In vivo study. (a) Animal treatment schedule. (b) In vivo IVIS organ biodistribution images of control, PBA, DON, and DON+HFMF-treated mice at 24 h post-treatment. (c) CLSM images of mice bearing GFP-B16F10 lung metastases after treatment with PBA, DON, and DON+HFMF, respectively, after 24 h of treatment. (d) The number of foci in dissected lung metastases treated with PBS (control), PBA, PBA+HFMF, DON, and DON+HFMF intravenously at 14 days postinjection was quantified using ImageJ. Statistical significance was assessed using one-way ANOVA. Data represent mean ± SEM, n = 5. ****p < 0.001. (e) Biochemical indices of liver and kidney after 24 h of treatment. Statistical significance was assessed using one-way ANOVA. Data represent mean ± SEM, n = 3. (f) Survival patterns of animals with lung metastases following treatment with PBS (control), PBA+HFMF, DON, DON+HFMF, and DON+HFMF+αPD-1 (n = 6).

Figure 7

T cell infiltration in metastasis. (a) CLSM images of the lungs 24 h postintravenous injection of particles, along with measurements of CD4⁺ and CD8⁺ T cells. (b) Flow cytometry gating strategy for T cells. The lymphocyte population was selected based on SSC and FSC properties. Fluorescence gating for CD3, CD45, CD4, and CD8 was performed using fluorescence minus one (FMO) controls and single-staining compensation.
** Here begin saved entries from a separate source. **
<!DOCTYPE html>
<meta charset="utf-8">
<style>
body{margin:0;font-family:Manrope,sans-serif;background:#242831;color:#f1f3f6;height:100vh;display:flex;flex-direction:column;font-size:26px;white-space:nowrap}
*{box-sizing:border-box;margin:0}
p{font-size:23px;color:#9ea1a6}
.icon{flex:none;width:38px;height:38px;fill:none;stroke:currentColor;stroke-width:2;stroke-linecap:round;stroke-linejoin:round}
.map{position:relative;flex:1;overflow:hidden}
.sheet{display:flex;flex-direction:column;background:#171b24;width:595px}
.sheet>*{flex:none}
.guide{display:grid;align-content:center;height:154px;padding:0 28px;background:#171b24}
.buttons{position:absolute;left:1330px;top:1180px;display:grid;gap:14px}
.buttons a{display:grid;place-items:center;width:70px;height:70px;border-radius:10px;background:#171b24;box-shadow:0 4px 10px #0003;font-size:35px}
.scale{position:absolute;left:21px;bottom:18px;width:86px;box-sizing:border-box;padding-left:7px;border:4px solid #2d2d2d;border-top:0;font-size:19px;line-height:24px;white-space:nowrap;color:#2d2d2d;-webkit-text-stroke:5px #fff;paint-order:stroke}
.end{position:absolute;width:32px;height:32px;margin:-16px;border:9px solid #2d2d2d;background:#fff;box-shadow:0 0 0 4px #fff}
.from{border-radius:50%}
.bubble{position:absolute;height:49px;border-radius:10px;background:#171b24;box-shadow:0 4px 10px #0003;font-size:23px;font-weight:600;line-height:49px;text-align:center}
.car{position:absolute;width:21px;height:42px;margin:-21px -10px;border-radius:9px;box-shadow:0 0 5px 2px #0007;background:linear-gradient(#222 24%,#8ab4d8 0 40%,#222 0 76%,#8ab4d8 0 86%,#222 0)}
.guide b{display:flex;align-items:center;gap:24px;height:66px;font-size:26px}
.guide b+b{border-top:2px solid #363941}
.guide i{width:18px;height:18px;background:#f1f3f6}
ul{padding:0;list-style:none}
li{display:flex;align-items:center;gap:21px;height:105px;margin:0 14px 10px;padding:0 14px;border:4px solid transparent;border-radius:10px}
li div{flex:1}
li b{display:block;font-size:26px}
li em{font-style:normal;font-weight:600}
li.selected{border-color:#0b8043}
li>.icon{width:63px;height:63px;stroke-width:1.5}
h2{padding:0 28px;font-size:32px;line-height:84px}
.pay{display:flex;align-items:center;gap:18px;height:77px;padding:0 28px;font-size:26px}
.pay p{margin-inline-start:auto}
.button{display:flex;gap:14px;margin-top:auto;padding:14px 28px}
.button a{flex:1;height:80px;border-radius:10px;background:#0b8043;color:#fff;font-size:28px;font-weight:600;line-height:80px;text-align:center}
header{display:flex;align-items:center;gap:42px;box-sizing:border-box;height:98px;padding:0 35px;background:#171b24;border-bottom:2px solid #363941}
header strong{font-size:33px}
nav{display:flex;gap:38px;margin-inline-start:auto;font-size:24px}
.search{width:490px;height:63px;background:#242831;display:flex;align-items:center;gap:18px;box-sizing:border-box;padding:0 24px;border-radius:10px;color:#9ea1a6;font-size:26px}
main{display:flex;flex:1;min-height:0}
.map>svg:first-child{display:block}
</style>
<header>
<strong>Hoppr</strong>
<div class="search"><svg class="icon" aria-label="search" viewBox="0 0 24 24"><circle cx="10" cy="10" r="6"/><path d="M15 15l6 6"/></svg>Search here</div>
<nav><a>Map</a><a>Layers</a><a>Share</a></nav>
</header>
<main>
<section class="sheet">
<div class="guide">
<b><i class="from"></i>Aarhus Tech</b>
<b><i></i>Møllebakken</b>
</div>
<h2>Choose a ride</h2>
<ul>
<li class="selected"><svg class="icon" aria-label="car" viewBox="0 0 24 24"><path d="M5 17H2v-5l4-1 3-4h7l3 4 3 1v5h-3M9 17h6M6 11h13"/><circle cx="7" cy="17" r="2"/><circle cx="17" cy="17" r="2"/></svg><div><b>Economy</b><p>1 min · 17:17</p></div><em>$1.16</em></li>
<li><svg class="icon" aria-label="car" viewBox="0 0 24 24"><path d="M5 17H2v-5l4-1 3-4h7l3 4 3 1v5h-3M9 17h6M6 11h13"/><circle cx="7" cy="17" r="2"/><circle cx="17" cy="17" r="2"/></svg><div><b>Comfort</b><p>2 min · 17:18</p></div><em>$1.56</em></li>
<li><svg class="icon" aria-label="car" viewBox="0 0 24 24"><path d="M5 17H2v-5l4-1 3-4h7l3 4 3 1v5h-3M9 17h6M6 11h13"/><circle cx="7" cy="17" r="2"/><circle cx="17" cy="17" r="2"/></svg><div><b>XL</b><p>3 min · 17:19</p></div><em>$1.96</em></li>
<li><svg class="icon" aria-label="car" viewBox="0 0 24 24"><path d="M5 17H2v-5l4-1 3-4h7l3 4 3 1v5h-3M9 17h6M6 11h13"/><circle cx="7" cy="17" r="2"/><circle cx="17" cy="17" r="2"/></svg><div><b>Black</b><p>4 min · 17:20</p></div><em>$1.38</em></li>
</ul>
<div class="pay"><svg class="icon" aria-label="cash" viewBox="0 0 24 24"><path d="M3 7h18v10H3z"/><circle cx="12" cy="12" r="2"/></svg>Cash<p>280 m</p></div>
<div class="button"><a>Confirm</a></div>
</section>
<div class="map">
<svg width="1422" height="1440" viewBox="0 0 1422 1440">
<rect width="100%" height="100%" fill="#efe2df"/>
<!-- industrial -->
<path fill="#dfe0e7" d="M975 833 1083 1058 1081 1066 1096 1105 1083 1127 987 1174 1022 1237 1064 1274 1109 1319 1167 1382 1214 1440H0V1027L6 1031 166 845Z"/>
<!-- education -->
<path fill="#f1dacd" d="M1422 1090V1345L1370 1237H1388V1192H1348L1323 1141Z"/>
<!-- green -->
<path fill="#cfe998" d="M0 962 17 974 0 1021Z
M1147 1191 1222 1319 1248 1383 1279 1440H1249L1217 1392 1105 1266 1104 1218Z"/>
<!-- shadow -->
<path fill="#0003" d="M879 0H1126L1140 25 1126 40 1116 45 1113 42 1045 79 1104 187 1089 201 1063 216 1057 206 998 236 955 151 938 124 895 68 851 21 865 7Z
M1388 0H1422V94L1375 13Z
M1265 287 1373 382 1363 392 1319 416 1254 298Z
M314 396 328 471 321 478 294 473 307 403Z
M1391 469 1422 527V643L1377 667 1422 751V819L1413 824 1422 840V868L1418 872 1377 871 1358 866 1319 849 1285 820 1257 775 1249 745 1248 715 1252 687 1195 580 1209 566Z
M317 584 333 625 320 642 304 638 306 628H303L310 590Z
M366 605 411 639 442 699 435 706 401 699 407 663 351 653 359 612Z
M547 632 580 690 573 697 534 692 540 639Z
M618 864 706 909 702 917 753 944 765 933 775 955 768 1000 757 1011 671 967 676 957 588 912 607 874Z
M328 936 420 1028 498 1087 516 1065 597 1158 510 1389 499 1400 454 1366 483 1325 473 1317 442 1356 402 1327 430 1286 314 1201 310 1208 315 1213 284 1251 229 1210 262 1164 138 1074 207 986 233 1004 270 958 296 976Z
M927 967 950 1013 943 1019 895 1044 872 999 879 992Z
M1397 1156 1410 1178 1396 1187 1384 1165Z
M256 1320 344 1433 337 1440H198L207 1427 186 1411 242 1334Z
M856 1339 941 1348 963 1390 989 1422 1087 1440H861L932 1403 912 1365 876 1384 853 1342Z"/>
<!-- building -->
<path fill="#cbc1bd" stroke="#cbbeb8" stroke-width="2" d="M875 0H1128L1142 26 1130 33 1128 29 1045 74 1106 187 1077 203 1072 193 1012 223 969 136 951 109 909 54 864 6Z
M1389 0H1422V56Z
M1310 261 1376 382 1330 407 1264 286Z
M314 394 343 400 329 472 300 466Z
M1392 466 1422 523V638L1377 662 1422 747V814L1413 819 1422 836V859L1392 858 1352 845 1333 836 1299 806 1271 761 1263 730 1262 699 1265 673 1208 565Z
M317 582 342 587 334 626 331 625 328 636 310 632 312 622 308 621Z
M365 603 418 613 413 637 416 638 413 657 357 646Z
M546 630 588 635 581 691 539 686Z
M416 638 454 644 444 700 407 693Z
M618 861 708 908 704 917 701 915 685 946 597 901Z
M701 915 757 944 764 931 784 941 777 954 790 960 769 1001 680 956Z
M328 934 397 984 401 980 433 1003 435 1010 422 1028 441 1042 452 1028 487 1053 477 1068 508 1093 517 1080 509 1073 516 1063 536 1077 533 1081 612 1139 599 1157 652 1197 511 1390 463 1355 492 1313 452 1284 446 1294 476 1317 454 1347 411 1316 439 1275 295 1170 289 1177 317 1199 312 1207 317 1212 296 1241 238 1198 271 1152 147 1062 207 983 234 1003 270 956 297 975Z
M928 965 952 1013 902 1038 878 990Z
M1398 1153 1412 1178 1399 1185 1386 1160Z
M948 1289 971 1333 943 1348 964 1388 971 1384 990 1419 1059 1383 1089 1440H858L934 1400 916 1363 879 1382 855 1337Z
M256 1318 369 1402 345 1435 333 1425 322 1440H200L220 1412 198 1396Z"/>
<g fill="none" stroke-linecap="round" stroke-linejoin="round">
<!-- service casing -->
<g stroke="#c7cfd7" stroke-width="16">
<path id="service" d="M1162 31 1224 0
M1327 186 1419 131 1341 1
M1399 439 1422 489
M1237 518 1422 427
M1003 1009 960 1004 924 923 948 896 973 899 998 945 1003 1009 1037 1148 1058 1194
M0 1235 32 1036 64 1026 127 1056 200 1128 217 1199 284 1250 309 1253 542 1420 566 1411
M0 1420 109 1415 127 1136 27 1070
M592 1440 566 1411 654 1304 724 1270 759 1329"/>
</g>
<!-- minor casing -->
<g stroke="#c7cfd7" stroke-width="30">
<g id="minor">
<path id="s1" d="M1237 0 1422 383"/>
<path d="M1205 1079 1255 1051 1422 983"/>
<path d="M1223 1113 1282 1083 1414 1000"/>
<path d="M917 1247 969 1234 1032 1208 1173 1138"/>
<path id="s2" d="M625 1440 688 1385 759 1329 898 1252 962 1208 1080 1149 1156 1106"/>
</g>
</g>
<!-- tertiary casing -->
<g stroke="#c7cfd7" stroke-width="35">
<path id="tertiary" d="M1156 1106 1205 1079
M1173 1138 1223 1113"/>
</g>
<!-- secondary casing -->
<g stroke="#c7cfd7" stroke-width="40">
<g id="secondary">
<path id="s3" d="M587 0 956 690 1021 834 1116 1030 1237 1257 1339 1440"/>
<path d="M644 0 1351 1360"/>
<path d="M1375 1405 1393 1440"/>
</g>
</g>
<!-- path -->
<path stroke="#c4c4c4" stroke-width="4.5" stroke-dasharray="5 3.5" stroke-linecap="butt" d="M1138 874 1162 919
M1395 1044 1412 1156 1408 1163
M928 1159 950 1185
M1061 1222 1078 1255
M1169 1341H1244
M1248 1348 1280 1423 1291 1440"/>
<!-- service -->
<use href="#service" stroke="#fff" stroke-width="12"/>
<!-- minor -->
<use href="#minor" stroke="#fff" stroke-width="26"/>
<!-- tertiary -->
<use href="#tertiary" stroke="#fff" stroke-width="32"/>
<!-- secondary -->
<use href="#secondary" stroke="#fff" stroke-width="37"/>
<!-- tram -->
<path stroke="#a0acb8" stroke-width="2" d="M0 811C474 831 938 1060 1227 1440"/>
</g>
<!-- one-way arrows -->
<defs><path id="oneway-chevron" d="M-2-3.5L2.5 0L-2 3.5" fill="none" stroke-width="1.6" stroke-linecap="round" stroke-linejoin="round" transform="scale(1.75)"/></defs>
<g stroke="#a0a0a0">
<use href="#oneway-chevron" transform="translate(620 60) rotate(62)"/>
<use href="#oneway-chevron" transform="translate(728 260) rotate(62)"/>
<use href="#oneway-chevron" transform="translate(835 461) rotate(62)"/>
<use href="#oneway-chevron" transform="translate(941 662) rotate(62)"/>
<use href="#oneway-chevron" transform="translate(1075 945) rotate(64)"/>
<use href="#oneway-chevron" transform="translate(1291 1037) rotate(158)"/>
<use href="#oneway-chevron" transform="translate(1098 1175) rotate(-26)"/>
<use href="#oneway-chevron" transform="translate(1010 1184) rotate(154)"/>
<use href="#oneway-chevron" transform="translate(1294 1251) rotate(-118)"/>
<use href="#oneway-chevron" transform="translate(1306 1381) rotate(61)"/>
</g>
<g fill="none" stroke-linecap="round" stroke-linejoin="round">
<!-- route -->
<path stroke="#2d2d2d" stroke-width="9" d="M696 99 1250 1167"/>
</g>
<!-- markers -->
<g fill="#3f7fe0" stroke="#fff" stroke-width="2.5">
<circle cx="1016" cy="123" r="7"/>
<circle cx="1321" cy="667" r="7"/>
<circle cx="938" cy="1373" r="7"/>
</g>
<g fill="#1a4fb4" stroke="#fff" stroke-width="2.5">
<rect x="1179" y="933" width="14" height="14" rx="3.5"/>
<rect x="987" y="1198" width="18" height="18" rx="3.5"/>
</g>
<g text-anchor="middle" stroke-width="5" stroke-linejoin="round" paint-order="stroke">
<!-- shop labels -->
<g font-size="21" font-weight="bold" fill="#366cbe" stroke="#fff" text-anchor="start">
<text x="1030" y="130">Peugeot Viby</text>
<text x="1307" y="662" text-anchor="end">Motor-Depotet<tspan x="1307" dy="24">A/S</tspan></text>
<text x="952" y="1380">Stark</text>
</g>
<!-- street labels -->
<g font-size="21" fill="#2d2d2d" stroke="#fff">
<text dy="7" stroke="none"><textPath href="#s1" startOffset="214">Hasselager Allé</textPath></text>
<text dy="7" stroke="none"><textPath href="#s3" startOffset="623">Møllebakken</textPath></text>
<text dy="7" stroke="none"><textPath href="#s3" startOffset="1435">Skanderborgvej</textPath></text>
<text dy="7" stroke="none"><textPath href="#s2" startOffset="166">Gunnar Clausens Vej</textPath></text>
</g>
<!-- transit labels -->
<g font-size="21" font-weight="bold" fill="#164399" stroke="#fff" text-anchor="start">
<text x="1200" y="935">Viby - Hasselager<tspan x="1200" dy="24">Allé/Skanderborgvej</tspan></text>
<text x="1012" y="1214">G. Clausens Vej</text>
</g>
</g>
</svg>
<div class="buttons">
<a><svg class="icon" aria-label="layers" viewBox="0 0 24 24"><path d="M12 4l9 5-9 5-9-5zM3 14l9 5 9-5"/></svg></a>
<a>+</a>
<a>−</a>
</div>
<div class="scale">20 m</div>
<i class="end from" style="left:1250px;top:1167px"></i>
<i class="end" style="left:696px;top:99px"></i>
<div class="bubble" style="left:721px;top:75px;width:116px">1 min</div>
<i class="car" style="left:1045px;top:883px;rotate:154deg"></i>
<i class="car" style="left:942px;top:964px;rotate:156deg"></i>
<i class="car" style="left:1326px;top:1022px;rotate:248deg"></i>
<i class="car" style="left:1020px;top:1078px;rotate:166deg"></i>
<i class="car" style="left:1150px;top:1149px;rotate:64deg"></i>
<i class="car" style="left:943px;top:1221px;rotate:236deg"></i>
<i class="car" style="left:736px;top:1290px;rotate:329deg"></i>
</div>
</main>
The CD3⁺ population within the lymphocytes represents mature T lymphocytes, and further gating on CD45⁺ cells identify the cytotoxic T and T-helper cells. (c) Quantification of in vivo CD4⁺ and CD8⁺ T cells via flow cytometry analysis 24 h after control, PBA, DON, and DON+HFMF treatments.

Figure 8

In vivo study of particle treatment in mice bearing B16F10 lung metastases. (a) The scheme of mechanism by which DON captures antigen and delivers it to antigen-presenting cells (APCs) such as dendritic cells (DCs). DCs then transport the antigen to lymph nodes, where they activate the immune system to induce a T-cell immune response. (b) Comparison of the percentage of antigen captured by PBA and DON, respectively. (c) CLSM image of dissected lymph node tissue 24 after injection. White, green, and red fluorescence represent nuclei stained with DAPI, DCs labeled with CD86, and nanoparticles labeled with QDs, respectively. (d) In vivo flow cytometry analysis of LN tissue dissected after 24 h post-treatment by PBA, DON, and DON+HFMF.

Figure 9

Antigen release after PC, DON, DON+HFMF, and chemodrug-treated cells.